3. How did you discover you wanted to create this organization?

Lynette started the group three years ago and named it the Freehold Think Tank for Moms. I attended 2 meetings and having had experience in both entrepreneurship and networking groups that didn’t live up to their expectations, I was very opinionated. I must have grown on her quickly as she asked me to partner with her shortly after. We agreed to make pivotal changes to how the meetings ran and what the group offered as well as change the name to ETTWomen to be more inclusive.

4. Do you have a quote, mantra or tip regarding how our audience could manage their one-to-one personal interactions better?

We have 2: “Together, we achieve more!” It’s our group’s tag line and “Everything happens for a reason.” A testament to how we met and how we approach everything that happens to us in our daily lives and businesses.

5. Who was an influential boss/mentor for you and in what ways did they shape you to be-come the leaders you are today?

Vanessa: I’ve always looked up to my mother who is the very definition of resilience. Another would be my high school principal, Maria Amalia Leon de Jorge.
Lynette: I look up to a woman named Frances Averett, she is a seven figure income earner in Primerica who raised five small children after her husband passed, and built a huge business back in the 80’s when finance and mompreneurs were not favorable for women, Vanessa Coppes, for all she has achieved after coming to a strange country knowing really nobody and raising two small boys. Lastly, I would add my grandmother to the list.

6. What do you think the greatest challenge is for women business owners today?

Guilt and the lack of a network of support.

7. What is the highlight of your work week?

We are always fascinated by the leaps and bounds our members make to improve themselves. We’ve created a philosophy of introspection, understanding that in order for our businesses to grow, we must also grow (360º Lifestyle). Getting a call, email or text message from one of our ladies about how they took action in a particular aspect of their lives or businesses, makes everything we do even more rewarding.
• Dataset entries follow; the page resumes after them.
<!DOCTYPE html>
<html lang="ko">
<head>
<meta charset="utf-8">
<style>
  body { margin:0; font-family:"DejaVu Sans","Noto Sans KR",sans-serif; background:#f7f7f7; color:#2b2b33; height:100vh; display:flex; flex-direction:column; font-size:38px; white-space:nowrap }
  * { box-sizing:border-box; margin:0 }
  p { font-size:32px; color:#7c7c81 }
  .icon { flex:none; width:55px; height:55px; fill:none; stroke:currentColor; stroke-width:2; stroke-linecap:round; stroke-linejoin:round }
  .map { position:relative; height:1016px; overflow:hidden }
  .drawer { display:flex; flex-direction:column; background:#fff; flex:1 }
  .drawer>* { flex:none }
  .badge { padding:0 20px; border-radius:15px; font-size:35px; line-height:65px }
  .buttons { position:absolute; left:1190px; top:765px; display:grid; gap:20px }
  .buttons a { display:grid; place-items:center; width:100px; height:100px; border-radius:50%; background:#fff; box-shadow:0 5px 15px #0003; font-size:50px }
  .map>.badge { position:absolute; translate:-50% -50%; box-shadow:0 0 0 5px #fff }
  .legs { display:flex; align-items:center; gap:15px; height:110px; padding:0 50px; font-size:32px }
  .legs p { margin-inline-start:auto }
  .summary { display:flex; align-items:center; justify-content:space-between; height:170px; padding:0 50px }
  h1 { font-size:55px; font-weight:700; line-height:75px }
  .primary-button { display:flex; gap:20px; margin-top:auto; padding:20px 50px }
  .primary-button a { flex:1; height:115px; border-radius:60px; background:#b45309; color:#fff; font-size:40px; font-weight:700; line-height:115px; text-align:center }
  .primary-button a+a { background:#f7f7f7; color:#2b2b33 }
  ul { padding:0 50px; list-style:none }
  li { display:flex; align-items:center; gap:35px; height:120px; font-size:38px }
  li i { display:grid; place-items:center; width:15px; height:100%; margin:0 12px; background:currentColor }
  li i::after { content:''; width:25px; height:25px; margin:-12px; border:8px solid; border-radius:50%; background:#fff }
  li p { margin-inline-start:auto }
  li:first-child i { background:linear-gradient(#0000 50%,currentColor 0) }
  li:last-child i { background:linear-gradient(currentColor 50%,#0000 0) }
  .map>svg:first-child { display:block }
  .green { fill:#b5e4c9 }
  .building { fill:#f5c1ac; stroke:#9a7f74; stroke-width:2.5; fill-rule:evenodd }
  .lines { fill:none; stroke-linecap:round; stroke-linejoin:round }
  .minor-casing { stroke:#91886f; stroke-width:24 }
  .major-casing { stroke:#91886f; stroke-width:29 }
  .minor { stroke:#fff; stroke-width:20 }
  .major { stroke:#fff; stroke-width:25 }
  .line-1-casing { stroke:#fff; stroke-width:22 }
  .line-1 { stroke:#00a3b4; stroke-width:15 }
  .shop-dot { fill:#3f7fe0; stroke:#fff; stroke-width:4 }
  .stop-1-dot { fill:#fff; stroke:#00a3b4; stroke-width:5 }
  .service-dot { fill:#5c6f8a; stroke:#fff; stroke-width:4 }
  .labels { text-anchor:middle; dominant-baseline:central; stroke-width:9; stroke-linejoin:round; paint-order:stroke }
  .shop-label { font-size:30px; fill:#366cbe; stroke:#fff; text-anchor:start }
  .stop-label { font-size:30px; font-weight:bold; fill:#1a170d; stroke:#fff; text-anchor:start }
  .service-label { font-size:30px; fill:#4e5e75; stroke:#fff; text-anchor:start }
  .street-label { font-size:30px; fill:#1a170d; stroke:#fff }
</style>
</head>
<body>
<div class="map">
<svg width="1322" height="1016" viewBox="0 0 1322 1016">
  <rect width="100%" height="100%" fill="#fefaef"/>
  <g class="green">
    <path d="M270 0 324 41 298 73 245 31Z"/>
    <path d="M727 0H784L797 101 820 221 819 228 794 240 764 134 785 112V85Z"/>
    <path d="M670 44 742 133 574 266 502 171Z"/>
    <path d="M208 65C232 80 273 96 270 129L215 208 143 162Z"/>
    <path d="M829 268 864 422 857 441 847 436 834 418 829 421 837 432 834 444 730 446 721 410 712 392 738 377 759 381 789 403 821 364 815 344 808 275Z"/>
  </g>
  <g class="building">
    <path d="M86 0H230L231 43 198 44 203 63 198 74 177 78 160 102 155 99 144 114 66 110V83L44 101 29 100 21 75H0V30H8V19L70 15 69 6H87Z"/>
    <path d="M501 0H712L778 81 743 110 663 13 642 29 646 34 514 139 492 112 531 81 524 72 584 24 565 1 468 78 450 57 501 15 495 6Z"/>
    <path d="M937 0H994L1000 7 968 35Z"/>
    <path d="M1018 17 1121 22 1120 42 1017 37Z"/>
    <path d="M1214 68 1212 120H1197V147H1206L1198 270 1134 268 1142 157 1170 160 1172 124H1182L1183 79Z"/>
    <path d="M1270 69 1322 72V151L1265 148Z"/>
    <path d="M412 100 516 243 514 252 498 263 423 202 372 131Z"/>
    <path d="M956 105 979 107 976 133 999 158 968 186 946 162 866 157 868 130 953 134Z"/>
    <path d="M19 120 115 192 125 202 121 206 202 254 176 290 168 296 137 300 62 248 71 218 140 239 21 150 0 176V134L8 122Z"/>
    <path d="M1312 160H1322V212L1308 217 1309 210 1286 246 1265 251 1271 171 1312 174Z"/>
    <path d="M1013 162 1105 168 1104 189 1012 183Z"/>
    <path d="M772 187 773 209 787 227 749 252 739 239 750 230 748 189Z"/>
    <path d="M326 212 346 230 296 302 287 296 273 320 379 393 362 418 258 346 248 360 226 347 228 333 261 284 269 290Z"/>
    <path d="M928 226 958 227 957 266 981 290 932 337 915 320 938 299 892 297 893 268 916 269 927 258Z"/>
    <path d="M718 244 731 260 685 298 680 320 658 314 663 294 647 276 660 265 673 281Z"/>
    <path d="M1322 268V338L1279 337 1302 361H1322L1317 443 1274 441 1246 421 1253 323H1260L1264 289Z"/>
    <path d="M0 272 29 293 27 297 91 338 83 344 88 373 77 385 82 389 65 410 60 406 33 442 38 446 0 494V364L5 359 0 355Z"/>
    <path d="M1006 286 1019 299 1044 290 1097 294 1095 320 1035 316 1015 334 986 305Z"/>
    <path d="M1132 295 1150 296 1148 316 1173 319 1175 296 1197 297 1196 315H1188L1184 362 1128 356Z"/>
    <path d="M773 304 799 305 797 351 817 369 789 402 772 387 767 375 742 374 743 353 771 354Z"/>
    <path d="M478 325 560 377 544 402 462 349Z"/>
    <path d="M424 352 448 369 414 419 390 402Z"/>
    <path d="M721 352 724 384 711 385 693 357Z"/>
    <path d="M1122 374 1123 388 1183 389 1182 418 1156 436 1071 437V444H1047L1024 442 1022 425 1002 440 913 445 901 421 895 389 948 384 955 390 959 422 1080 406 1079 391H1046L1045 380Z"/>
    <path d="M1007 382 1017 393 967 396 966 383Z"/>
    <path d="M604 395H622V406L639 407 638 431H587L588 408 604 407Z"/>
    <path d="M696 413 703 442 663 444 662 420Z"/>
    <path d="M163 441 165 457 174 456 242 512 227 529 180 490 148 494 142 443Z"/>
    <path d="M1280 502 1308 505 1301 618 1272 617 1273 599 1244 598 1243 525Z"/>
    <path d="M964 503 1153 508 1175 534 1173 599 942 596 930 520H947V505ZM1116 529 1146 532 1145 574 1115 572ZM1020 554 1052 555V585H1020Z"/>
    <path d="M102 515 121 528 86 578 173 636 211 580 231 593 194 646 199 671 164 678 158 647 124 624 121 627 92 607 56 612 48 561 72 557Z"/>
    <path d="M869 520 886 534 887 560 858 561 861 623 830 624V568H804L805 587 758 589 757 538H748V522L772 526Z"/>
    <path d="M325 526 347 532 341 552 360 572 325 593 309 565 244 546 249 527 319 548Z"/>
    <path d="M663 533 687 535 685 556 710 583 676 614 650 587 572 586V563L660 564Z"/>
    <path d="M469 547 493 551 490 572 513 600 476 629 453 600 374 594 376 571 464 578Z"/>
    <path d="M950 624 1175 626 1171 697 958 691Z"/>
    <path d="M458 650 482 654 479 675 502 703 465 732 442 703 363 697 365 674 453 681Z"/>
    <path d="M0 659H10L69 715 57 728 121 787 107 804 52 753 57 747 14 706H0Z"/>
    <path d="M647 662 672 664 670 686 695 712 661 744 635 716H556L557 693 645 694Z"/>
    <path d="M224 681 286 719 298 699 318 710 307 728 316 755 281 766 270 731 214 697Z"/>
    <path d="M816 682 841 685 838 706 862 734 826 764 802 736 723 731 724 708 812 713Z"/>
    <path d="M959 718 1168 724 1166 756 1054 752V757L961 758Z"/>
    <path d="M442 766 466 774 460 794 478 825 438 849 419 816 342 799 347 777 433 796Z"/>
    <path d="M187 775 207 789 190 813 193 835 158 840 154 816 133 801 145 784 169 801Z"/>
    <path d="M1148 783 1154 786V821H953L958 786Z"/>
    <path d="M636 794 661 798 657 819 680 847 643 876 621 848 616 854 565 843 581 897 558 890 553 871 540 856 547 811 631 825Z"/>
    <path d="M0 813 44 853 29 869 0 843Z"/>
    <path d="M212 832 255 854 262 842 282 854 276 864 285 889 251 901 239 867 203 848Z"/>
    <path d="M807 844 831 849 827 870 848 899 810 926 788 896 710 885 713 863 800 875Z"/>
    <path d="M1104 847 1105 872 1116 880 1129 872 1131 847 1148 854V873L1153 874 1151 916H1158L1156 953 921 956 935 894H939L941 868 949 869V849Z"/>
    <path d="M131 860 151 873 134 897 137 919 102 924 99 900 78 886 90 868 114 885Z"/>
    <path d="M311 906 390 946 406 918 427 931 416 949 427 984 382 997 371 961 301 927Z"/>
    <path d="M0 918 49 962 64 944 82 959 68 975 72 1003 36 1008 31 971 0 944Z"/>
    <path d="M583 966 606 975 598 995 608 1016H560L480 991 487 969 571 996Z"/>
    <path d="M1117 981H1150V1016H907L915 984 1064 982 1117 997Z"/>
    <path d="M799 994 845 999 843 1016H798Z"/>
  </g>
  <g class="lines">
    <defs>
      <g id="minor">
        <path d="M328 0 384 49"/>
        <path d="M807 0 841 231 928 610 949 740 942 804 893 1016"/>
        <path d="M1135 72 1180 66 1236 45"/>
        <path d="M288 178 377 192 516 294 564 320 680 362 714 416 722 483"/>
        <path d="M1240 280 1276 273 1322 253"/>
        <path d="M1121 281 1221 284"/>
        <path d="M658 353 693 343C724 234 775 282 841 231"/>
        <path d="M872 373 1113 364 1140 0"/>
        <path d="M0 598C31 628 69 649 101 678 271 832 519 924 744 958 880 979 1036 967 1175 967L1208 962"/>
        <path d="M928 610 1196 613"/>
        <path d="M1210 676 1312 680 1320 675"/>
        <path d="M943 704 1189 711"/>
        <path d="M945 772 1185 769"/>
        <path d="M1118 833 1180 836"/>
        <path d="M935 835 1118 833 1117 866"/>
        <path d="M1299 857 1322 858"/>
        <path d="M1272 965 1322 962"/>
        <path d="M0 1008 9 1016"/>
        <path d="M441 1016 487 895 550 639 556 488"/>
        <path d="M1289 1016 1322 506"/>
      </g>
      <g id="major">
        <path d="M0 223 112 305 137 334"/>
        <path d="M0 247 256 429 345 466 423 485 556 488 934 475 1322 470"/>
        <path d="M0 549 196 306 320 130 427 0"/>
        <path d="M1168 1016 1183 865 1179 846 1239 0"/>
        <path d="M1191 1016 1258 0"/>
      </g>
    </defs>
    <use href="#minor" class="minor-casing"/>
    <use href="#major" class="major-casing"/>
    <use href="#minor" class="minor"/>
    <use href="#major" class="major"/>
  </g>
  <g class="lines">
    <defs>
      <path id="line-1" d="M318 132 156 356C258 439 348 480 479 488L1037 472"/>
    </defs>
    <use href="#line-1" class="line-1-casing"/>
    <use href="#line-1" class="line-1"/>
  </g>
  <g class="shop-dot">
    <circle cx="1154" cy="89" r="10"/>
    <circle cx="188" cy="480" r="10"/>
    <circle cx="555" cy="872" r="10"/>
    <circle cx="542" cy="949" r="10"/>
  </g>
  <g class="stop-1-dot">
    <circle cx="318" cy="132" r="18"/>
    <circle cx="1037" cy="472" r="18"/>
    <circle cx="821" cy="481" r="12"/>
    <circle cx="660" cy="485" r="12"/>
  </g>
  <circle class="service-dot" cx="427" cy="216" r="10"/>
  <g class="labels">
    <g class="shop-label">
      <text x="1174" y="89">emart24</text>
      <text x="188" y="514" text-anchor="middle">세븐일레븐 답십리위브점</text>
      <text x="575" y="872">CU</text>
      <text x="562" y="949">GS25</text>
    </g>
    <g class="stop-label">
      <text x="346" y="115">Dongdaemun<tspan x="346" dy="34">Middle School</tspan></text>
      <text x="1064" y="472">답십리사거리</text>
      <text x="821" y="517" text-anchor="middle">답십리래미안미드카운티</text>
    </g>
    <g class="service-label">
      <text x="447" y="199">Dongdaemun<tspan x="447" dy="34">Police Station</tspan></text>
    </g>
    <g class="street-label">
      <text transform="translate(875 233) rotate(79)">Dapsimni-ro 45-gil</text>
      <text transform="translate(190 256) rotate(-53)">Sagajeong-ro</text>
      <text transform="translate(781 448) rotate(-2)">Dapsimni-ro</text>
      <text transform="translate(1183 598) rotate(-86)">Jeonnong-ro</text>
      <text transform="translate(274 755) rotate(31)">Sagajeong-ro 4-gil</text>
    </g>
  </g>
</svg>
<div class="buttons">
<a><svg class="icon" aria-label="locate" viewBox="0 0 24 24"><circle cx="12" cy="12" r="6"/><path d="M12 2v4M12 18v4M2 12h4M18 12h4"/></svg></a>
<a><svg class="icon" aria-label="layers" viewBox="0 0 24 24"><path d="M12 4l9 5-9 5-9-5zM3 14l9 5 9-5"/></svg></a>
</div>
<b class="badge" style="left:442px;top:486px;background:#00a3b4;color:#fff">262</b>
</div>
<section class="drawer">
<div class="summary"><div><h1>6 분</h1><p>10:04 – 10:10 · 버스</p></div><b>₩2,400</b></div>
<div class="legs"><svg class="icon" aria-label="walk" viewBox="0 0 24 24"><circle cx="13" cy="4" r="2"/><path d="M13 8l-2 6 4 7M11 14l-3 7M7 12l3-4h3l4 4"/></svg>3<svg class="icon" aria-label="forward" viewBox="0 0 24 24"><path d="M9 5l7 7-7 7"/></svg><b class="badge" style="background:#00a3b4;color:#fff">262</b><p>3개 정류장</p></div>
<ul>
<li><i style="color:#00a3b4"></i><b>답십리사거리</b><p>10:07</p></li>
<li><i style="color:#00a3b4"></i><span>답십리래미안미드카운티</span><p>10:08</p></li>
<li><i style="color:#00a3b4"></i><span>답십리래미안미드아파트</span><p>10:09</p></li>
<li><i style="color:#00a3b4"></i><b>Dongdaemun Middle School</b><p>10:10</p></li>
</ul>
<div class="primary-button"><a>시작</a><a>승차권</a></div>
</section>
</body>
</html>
8. How would you characterize your management style?

Psycho-control-freaks. All joking aside, as controlling as we both can be we’ve learned that as much as we try to, in the end, we are not in control.

We manage from a spiritual realm and always with the intention that what we do, what we take part in or get our members involved with serves the greater good.

9. How do you stay abreast of hot topics within your industry?

We are both avid students of life and business, we are always seeking out new ideas and implementing new things. We are also very open to our member’s feedback. They are always up to interesting things and we share and regroup often. It’s the only way to keep up with the times and stay current with our offerings.

10. When speaking to others about the Entrepreneurial Think Tank For Women, what is the most important message you want them to take away from your conversation?

That we genuinely care about their personal and business development. That the more we work together, the more we can accomplish.

11. If you weren’t doing this job, what would you be doing?

Vanessa: I’d be teaching high school.
Lynette: I would probably be a therapist.

12. If you had one more hour to inject into your day, how would you spend it?

Vanessa: I would sleep.
Lynette: I would go out and meet/network with more women.